= Solomon Alami =

Solomon Alami was a Portuguese-Jewish ethical writer of the 14th and 15th centuries, contemporary of Simon ben Ẓemaḥ Duran (רשב"ץ). He is known through his ethical treatise Iggeret Musar, (Why Catastrophes Come) which he addressed, in the form of a letter, to one of his disciples in 1415.

== Iggeret Musar ==
Alami was an eye-witness of the persecutions of the Jews of Catalonia, Castile, and Aragon in 1391. Alami considers these and other severe trials inflicted upon the Spanish Jews as the effect of, and a punishment for, the moral and religious decadence into which his co-religionists had fallen; and he holds before his brethren a mirror of the moral degeneration extending through all circles of Jewish society. He says in his book:

Let us search for the source of all these trials and sufferings, and we shall find that a state of dissolution prevails in the midst of us; that an evil spirit pervades our camp, which has split us into two parties. There are those of our brethren who expend all their energies in solving Talmudic problems and in writing numberless commentaries and novellæ dealing in minute distinctions and interpretations, full of useless subtleties as thin as cobwebs. They diffuse darkness instead of light, and lower respect for the Law. Others, again, clothe the Torah in strange garments, deck it with Grecian and other anti-Jewish ornaments, and endeavor to harmonize it with philosophy, which can only be detrimental to religion and lead ultimately to its decay. Worse than these, however, are the frivolous persons who have not acquired substantial knowledge, but, relying upon the smattering of Greek that they possess, venture to ridicule tradition and to contemn the commandments of the Holy Law. Such frivolity prevails, above all, among the wealthy. We find these evil qualities among the proud representatives of the congregations, who have grown rich through dealing in money. They cast off everything that reminds them of their Judaism; they seek to dazzle by princely luxury; their wives and daughters array themselves in jewels like princesses; and, swelled with pride, they deem themselves the princes of the land. Therefore the great punishment came: it was inevitable. How much our rich co-religionists could learn from their Christian neighbors! The Christian princes and grandees rival one another in efforts to promote and uphold their religion and to train their youth in the pious sentiments of their ancestors. Our Jewish rich despise their faith, and permit the teachers of religion to eat the bread of sorrow and poverty.
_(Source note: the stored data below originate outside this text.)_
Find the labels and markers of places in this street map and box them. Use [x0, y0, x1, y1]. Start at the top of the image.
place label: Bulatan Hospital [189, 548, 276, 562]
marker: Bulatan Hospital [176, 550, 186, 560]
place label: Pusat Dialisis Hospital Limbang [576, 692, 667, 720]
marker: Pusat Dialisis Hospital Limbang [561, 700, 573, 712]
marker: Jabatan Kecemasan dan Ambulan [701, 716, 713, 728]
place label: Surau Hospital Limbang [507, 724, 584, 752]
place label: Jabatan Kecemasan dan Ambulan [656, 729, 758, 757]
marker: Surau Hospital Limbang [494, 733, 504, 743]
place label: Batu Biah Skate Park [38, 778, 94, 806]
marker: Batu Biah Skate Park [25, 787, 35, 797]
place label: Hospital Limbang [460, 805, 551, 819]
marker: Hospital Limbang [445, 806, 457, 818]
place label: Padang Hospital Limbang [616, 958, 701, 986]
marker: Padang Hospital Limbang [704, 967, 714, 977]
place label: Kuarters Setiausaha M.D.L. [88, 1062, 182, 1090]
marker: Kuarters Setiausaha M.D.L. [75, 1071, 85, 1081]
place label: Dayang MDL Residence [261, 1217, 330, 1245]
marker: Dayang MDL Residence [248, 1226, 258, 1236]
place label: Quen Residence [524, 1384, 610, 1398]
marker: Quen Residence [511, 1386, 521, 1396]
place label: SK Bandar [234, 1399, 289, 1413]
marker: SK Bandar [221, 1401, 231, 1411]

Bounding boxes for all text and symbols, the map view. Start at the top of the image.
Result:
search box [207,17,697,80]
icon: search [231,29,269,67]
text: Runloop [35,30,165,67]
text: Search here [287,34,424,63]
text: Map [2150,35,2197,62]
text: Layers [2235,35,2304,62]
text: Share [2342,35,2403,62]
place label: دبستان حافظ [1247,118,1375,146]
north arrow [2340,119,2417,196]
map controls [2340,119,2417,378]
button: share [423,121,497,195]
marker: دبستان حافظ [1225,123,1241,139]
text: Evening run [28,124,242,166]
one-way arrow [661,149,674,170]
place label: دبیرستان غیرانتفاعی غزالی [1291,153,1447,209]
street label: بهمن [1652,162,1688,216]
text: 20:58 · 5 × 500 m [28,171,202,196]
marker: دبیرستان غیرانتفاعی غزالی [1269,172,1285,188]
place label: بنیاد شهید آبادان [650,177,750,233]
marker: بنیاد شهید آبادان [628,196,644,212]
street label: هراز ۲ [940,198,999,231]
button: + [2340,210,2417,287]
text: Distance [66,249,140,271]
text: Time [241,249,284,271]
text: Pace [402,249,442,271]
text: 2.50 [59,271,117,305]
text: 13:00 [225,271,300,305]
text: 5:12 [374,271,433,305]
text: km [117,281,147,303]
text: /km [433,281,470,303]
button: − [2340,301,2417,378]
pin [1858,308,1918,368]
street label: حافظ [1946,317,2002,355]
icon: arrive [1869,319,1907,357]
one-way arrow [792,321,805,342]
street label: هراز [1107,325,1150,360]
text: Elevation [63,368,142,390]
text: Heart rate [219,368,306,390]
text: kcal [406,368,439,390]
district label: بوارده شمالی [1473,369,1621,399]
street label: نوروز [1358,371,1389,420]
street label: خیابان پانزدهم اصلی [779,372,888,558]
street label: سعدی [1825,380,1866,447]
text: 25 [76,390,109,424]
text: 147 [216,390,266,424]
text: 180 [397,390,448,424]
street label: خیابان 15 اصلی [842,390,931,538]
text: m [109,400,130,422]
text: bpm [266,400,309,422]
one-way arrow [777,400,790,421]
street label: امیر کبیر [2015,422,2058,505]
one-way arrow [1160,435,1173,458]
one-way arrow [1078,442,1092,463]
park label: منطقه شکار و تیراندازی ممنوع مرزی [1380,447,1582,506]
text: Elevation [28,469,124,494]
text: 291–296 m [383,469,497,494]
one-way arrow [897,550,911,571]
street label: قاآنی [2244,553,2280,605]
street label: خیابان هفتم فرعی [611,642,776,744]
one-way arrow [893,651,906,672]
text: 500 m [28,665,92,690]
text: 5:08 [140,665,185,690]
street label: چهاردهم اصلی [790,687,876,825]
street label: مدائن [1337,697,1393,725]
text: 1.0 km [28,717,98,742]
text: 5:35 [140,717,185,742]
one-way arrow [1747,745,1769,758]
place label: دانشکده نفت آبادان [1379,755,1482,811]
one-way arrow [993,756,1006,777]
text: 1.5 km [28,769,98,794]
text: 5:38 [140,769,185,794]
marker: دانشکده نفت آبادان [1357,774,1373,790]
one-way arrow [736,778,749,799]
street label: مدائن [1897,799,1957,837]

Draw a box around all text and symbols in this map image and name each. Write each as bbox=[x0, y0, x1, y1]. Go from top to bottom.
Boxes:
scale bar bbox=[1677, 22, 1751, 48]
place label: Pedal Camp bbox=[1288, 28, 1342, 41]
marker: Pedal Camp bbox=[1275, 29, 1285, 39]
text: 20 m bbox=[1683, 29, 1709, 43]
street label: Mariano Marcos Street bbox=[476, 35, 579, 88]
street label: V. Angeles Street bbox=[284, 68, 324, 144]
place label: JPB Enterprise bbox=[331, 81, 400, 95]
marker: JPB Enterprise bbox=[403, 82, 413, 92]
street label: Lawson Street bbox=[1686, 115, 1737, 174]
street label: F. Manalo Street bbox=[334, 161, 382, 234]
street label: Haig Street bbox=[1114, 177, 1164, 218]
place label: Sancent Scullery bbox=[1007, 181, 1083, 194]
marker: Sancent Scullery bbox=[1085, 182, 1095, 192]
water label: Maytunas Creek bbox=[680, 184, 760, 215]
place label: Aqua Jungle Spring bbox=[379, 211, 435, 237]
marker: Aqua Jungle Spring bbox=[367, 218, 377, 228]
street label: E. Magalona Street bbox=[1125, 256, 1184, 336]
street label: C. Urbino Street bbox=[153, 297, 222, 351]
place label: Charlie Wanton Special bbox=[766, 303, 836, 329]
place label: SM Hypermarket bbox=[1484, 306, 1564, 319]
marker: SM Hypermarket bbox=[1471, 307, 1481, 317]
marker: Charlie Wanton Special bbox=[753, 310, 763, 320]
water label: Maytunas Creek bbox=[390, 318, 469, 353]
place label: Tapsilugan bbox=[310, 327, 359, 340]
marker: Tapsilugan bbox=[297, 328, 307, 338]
The Hebrew style of the letter is dignified and impassioned, and its moral admonition reveals the noble courage of Alami. Each section of the Iggeret Musar is preceded by a Biblical verse suggesting its contents.

Zunz published an abridged German language translation of part of it in Busch's Jahrbuch für Israeliten, iv. (Vienna, 1844), and this also appeared in his Gesammelte Schriften, ii. 177. An earlier edition appeared in Venice in 1712, as Iggeret ha-Ḥokmah weha-Emunah (Letter on Wisdom and Faith); but the name of the author was corrupted to Solomon ben Laḥmi. The best edition now extant (c.1906) of Alami's work is that issued by Jellinek (Vienna, 1872). Extracts of the Iggeret are given in Or ha-Ḥayyim of Joseph Jaabez and in I.S. Reggio's Ha-Torah weha-Philosophia. On the name Alami, see Steinschneider, Jew. Quart. Rev. xi. 486.